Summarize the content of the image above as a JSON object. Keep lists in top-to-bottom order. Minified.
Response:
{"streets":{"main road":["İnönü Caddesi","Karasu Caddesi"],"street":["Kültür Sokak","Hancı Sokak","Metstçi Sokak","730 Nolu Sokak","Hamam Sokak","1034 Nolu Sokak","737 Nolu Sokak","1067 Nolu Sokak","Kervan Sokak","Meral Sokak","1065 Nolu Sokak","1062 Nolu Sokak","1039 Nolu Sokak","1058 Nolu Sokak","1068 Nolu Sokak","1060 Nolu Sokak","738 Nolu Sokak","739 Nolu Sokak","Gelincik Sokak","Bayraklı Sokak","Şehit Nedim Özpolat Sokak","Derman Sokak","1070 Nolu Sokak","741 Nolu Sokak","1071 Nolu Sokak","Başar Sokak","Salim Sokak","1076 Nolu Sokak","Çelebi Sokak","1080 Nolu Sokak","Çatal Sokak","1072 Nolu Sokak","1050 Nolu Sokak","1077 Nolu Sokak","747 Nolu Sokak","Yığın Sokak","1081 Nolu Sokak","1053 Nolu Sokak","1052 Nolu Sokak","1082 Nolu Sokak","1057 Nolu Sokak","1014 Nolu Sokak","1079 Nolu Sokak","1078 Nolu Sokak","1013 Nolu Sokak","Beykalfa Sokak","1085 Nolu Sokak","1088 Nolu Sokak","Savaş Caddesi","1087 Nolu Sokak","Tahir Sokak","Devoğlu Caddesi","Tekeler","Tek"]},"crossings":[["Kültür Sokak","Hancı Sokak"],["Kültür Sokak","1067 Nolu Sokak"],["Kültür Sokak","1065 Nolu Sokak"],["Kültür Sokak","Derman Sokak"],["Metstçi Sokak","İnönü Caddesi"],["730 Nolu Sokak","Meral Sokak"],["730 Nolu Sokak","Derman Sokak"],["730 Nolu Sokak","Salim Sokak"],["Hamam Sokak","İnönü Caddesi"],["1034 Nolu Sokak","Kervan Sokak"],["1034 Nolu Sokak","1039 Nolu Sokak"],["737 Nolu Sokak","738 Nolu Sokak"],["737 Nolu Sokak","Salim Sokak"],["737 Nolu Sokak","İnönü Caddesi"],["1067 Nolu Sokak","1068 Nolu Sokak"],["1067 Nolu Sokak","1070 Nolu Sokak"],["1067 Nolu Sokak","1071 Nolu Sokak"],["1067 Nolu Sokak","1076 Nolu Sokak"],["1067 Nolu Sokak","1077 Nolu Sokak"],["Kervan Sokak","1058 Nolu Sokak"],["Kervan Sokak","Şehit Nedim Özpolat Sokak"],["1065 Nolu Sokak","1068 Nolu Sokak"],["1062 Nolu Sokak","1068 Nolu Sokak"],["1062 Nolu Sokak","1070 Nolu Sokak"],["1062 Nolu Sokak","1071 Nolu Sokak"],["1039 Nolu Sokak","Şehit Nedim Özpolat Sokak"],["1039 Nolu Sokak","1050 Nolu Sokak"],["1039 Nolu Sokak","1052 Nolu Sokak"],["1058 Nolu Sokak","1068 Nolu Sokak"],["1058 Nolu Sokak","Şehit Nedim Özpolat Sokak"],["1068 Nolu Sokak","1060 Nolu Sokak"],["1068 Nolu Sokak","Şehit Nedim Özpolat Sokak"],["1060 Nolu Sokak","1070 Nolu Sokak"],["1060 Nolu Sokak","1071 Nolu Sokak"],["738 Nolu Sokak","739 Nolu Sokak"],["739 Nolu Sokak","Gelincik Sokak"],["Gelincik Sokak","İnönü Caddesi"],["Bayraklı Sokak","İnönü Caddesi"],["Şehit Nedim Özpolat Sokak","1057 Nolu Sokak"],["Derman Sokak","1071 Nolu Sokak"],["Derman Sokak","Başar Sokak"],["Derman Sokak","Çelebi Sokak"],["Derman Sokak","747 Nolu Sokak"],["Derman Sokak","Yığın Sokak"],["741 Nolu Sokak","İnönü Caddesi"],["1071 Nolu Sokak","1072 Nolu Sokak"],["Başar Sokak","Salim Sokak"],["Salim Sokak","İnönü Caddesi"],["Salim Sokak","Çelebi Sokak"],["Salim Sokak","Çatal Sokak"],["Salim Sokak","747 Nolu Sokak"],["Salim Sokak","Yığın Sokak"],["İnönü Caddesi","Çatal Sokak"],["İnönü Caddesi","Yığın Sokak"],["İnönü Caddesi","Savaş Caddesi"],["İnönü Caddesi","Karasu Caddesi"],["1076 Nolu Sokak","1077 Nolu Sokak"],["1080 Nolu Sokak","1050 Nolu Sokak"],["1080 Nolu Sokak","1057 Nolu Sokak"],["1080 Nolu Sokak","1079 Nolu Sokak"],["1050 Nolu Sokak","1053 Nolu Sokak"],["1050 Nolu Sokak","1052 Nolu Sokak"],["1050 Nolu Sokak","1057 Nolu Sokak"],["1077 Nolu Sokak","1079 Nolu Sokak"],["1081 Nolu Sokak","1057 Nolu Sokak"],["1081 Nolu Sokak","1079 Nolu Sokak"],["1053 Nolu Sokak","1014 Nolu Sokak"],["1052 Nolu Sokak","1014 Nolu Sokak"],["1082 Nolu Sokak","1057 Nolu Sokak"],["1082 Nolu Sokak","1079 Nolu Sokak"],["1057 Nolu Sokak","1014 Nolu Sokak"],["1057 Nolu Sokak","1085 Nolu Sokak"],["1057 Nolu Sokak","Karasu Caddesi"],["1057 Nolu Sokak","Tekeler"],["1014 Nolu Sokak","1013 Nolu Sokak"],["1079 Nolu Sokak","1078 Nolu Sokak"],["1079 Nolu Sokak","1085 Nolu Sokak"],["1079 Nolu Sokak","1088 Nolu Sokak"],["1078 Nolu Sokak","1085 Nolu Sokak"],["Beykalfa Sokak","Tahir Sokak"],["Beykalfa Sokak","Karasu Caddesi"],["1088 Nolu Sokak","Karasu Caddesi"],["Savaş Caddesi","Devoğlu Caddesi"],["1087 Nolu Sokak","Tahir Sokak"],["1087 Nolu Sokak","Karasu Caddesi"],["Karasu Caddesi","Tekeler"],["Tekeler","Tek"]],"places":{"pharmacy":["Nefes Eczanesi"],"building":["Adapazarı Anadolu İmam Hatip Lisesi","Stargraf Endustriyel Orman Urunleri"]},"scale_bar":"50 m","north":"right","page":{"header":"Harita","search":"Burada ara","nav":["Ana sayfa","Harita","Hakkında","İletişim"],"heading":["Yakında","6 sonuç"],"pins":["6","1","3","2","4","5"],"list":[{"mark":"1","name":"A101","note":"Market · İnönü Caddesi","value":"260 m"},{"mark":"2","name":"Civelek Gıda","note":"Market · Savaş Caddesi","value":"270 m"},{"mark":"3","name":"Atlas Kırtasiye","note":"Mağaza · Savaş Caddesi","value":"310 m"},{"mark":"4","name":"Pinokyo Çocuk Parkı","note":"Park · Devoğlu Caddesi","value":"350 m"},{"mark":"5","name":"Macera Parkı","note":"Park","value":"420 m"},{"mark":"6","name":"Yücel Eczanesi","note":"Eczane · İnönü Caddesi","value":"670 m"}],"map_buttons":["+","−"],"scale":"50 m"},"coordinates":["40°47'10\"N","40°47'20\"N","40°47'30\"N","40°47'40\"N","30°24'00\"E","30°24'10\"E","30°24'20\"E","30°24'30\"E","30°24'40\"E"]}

Exercise details: Each line above needs to be written out again exactly.

Reply:
Summarize the content of the image above as a JSON object. Keep lists in top-to-bottom order. Minified.
Response:
{"streets":{"main road":["İnönü Caddesi","Karasu Caddesi"],"street":["Kültür Sokak","Hancı Sokak","Metstçi Sokak","730 Nolu Sokak","Hamam Sokak","1034 Nolu Sokak","737 Nolu Sokak","1067 Nolu Sokak","Kervan Sokak","Meral Sokak","1065 Nolu Sokak","1062 Nolu Sokak","1039 Nolu Sokak","1058 Nolu Sokak","1068 Nolu Sokak","1060 Nolu Sokak","738 Nolu Sokak","739 Nolu Sokak","Gelincik Sokak","Bayraklı Sokak","Şehit Nedim Özpolat Sokak","Derman Sokak","1070 Nolu Sokak","741 Nolu Sokak","1071 Nolu Sokak","Başar Sokak","Salim Sokak","1076 Nolu Sokak","Çelebi Sokak","1080 Nolu Sokak","Çatal Sokak","1072 Nolu Sokak","1050 Nolu Sokak","1077 Nolu Sokak","747 Nolu Sokak","Yığın Sokak","1081 Nolu Sokak","1053 Nolu Sokak","1052 Nolu Sokak","1082 Nolu Sokak","1057 Nolu Sokak","1014 Nolu Sokak","1079 Nolu Sokak","1078 Nolu Sokak","1013 Nolu Sokak","Beykalfa Sokak","1085 Nolu Sokak","1088 Nolu Sokak","Savaş Caddesi","1087 Nolu Sokak","Tahir Sokak","Devoğlu Caddesi","Tekeler","Tek"]},"crossings":[["Kültür Sokak","Hancı Sokak"],["Kültür Sokak","1067 Nolu Sokak"],["Kültür Sokak","1065 Nolu Sokak"],["Kültür Sokak","Derman Sokak"],["Metstçi Sokak","İnönü Caddesi"],["730 Nolu Sokak","Meral Sokak"],["730 Nolu Sokak","Derman Sokak"],["730 Nolu Sokak","Salim Sokak"],["Hamam Sokak","İnönü Caddesi"],["1034 Nolu Sokak","Kervan Sokak"],["1034 Nolu Sokak","1039 Nolu Sokak"],["737 Nolu Sokak","738 Nolu Sokak"],["737 Nolu Sokak","Salim Sokak"],["737 Nolu Sokak","İnönü Caddesi"],["1067 Nolu Sokak","1068 Nolu Sokak"],["1067 Nolu Sokak","1070 Nolu Sokak"],["1067 Nolu Sokak","1071 Nolu Sokak"],["1067 Nolu Sokak","1076 Nolu Sokak"],["1067 Nolu Sokak","1077 Nolu Sokak"],["Kervan Sokak","1058 Nolu Sokak"],["Kervan Sokak","Şehit Nedim Özpolat Sokak"],["1065 Nolu Sokak","1068 Nolu Sokak"],["1062 Nolu Sokak","1068 Nolu Sokak"],["1062 Nolu Sokak","1070 Nolu Sokak"],["1062 Nolu Sokak","1071 Nolu Sokak"],["1039 Nolu Sokak","Şehit Nedim Özpolat Sokak"],["1039 Nolu Sokak","1050 Nolu Sokak"],["1039 Nolu Sokak","1052 Nolu Sokak"],["1058 Nolu Sokak","1068 Nolu Sokak"],["1058 Nolu Sokak","Şehit Nedim Özpolat Sokak"],["1068 Nolu Sokak","1060 Nolu Sokak"],["1068 Nolu Sokak","Şehit Nedim Özpolat Sokak"],["1060 Nolu Sokak","1070 Nolu Sokak"],["1060 Nolu Sokak","1071 Nolu Sokak"],["738 Nolu Sokak","739 Nolu Sokak"],["739 Nolu Sokak","Gelincik Sokak"],["Gelincik Sokak","İnönü Caddesi"],["Bayraklı Sokak","İnönü Caddesi"],["Şehit Nedim Özpolat Sokak","1057 Nolu Sokak"],["Derman Sokak","1071 Nolu Sokak"],["Derman Sokak","Başar Sokak"],["Derman Sokak","Çelebi Sokak"],["Derman Sokak","747 Nolu Sokak"],["Derman Sokak","Yığın Sokak"],["741 Nolu Sokak","İnönü Caddesi"],["1071 Nolu Sokak","1072 Nolu Sokak"],["Başar Sokak","Salim Sokak"],["Salim Sokak","İnönü Caddesi"],["Salim Sokak","Çelebi Sokak"],["Salim Sokak","Çatal Sokak"],["Salim Sokak","747 Nolu Sokak"],["Salim Sokak","Yığın Sokak"],["İnönü Caddesi","Çatal Sokak"],["İnönü Caddesi","Yığın Sokak"],["İnönü Caddesi","Savaş Caddesi"],["İnönü Caddesi","Karasu Caddesi"],["1076 Nolu Sokak","1077 Nolu Sokak"],["1080 Nolu Sokak","1050 Nolu Sokak"],["1080 Nolu Sokak","1057 Nolu Sokak"],["1080 Nolu Sokak","1079 Nolu Sokak"],["1050 Nolu Sokak","1053 Nolu Sokak"],["1050 Nolu Sokak","1052 Nolu Sokak"],["1050 Nolu Sokak","1057 Nolu Sokak"],["1077 Nolu Sokak","1079 Nolu Sokak"],["1081 Nolu Sokak","1057 Nolu Sokak"],["1081 Nolu Sokak","1079 Nolu Sokak"],["1053 Nolu Sokak","1014 Nolu Sokak"],["1052 Nolu Sokak","1014 Nolu Sokak"],["1082 Nolu Sokak","1057 Nolu Sokak"],["1082 Nolu Sokak","1079 Nolu Sokak"],["1057 Nolu Sokak","1014 Nolu Sokak"],["1057 Nolu Sokak","1085 Nolu Sokak"],["1057 Nolu Sokak","Karasu Caddesi"],["1057 Nolu Sokak","Tekeler"],["1014 Nolu Sokak","1013 Nolu Sokak"],["1079 Nolu Sokak","1078 Nolu Sokak"],["1079 Nolu Sokak","1085 Nolu Sokak"],["1079 Nolu Sokak","1088 Nolu Sokak"],["1078 Nolu Sokak","1085 Nolu Sokak"],["Beykalfa Sokak","Tahir Sokak"],["Beykalfa Sokak","Karasu Caddesi"],["1088 Nolu Sokak","Karasu Caddesi"],["Savaş Caddesi","Devoğlu Caddesi"],["1087 Nolu Sokak","Tahir Sokak"],["1087 Nolu Sokak","Karasu Caddesi"],["Karasu Caddesi","Tekeler"],["Tekeler","Tek"]],"places":{"pharmacy":["Nefes Eczanesi"],"building":["Adapazarı Anadolu İmam Hatip Lisesi","Stargraf Endustriyel Orman Urunleri"]},"scale_bar":"50 m","north":"right","page":{"header":"Harita","search":"Burada ara","nav":["Ana sayfa","Harita","Hakkında","İletişim"],"heading":["Yakında","6 sonuç"],"pins":["6","1","3","2","4","5"],"list":[{"mark":"1","name":"A101","note":"Market · İnönü Caddesi","value":"260 m"},{"mark":"2","name":"Civelek Gıda","note":"Market · Savaş Caddesi","value":"270 m"},{"mark":"3","name":"Atlas Kırtasiye","note":"Mağaza · Savaş Caddesi","value":"310 m"},{"mark":"4","name":"Pinokyo Çocuk Parkı","note":"Park · Devoğlu Caddesi","value":"350 m"},{"mark":"5","name":"Macera Parkı","note":"Park","value":"420 m"},{"mark":"6","name":"Yücel Eczanesi","note":"Eczane · İnönü Caddesi","value":"670 m"}],"map_buttons":["+","−"],"scale":"50 m"},"coordinates":["40°47'10\"N","40°47'20\"N","40°47'30\"N","40°47'40\"N","30°24'00\"E","30°24'10\"E","30°24'20\"E","30°24'30\"E","30°24'40\"E"]}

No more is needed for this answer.